The Indian economy will grow at a slowing pace, however, better than other emerging economies, as indicated in the monthly review report of the Finance Ministry – Monthly Economic Review May 2022. This comes in the backdrop of various international agencies predicting slowing of economic growth globally. The various factors responsible for the tepid growth would include supply bottlenecks, earlier than expected withdrawal of monetary accomodation, commodity price inflation.


The Balancing Act: Putting macro-economic stability above near-term growth

The report added that the aforementioned combination to be maintained will require prioritising macro-economic stability over short-term growth, which will result in the creation of domestic and foreign capital to fund India’s investment needs and economic growth to improve the employment scenario and quality of life aspirations of Indians. 
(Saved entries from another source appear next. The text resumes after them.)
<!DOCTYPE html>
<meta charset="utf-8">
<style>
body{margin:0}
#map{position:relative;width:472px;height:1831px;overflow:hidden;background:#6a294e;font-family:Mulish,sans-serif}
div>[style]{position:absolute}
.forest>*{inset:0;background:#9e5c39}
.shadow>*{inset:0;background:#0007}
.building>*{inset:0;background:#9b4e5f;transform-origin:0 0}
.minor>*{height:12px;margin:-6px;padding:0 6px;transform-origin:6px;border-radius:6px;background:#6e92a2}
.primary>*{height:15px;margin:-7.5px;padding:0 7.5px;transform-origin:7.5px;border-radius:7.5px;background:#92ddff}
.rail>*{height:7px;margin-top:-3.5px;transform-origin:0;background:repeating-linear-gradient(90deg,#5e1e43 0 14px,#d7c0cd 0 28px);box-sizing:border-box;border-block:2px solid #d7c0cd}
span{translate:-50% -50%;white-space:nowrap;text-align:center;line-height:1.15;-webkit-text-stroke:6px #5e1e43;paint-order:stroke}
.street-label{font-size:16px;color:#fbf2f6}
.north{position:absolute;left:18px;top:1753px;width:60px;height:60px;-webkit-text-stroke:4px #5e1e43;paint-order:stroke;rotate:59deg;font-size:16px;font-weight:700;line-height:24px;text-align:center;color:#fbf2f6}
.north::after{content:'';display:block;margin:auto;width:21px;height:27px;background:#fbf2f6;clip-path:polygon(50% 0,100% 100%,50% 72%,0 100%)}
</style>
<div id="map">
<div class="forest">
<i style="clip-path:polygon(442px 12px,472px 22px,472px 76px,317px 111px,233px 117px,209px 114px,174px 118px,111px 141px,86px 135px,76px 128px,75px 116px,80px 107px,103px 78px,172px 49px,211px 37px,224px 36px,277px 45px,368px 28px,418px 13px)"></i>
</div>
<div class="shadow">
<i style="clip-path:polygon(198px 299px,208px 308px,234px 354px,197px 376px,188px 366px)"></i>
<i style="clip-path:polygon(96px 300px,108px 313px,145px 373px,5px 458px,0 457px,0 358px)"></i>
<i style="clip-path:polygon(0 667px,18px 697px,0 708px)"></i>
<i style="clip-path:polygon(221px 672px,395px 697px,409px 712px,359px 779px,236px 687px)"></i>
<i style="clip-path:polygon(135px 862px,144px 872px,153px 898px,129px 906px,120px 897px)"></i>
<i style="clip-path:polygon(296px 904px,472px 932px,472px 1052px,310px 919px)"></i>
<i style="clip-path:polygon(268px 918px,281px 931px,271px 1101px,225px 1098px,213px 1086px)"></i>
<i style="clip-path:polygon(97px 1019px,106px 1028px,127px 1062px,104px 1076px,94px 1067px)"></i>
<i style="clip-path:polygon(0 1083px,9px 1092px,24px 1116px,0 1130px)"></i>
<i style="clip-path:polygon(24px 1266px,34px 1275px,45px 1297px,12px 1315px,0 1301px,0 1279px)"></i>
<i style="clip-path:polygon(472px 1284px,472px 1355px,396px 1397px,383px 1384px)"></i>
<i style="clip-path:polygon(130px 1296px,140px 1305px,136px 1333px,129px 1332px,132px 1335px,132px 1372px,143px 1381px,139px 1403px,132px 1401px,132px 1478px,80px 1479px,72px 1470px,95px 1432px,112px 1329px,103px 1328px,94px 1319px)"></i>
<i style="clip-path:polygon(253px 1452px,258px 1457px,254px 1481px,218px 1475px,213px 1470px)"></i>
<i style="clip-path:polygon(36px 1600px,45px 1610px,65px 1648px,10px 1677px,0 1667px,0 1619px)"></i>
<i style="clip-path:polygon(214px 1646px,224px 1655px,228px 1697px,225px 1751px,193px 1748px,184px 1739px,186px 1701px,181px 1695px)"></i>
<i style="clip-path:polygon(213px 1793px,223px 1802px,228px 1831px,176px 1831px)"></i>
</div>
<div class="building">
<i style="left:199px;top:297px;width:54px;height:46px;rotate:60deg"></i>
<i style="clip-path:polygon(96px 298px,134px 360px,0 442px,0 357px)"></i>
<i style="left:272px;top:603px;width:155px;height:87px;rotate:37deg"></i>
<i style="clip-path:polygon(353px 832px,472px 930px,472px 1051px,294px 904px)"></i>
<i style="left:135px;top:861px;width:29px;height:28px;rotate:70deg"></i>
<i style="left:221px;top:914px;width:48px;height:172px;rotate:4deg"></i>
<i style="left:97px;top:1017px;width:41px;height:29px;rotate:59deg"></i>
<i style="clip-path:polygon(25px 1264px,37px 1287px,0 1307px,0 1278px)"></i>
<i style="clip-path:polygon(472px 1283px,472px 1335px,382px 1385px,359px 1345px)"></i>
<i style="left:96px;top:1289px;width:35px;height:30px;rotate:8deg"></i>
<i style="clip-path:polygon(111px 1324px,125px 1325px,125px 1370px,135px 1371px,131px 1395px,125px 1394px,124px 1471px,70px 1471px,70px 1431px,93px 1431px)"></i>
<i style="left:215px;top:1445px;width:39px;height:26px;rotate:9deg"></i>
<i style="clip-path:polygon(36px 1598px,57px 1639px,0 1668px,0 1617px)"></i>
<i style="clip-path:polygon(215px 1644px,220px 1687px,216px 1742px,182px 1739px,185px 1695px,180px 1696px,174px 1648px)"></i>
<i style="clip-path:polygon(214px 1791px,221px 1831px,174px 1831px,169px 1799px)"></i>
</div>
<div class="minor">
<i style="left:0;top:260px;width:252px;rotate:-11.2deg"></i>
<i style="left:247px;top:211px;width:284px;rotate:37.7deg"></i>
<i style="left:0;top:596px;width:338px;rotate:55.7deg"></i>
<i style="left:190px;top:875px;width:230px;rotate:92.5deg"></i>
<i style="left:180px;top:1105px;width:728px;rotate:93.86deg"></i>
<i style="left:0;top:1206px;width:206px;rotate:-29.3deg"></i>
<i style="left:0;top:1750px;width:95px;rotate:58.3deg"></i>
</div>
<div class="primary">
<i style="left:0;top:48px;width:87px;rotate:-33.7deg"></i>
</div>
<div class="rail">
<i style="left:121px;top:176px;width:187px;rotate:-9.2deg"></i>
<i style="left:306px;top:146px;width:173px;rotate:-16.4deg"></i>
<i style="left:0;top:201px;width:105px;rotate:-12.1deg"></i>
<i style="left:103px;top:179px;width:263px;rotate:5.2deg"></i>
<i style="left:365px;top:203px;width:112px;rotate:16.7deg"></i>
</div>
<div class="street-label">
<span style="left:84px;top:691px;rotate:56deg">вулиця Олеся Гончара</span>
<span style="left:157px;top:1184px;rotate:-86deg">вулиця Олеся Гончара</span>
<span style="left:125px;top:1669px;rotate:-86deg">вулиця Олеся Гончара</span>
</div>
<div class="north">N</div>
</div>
Steps to drive Economic Growth  

Moreover, in the medium term, various government announcements like the successful rollout of the Production Linked Incentive scheme (PLI), building capacities of renewable sources of energy while working on various fronts to come up with alternatives to reduce import dependence on crude-oil will further drive economic expansion.

The report stresses on India’s high vaccine coverage and the strength of the financial sector to better capacitate weather challenges such as, “managing its fiscal deficit, sustaining economic growth, reining in inflation and containing the current account deficit while maintaining a fair value of the Indian currency.”

The provisional estimates of GDP released on May 31, 2022 indicate India’s complete revival to the pre-pandemic levels although the contact-intensive sectors are yet to recover, noted the report.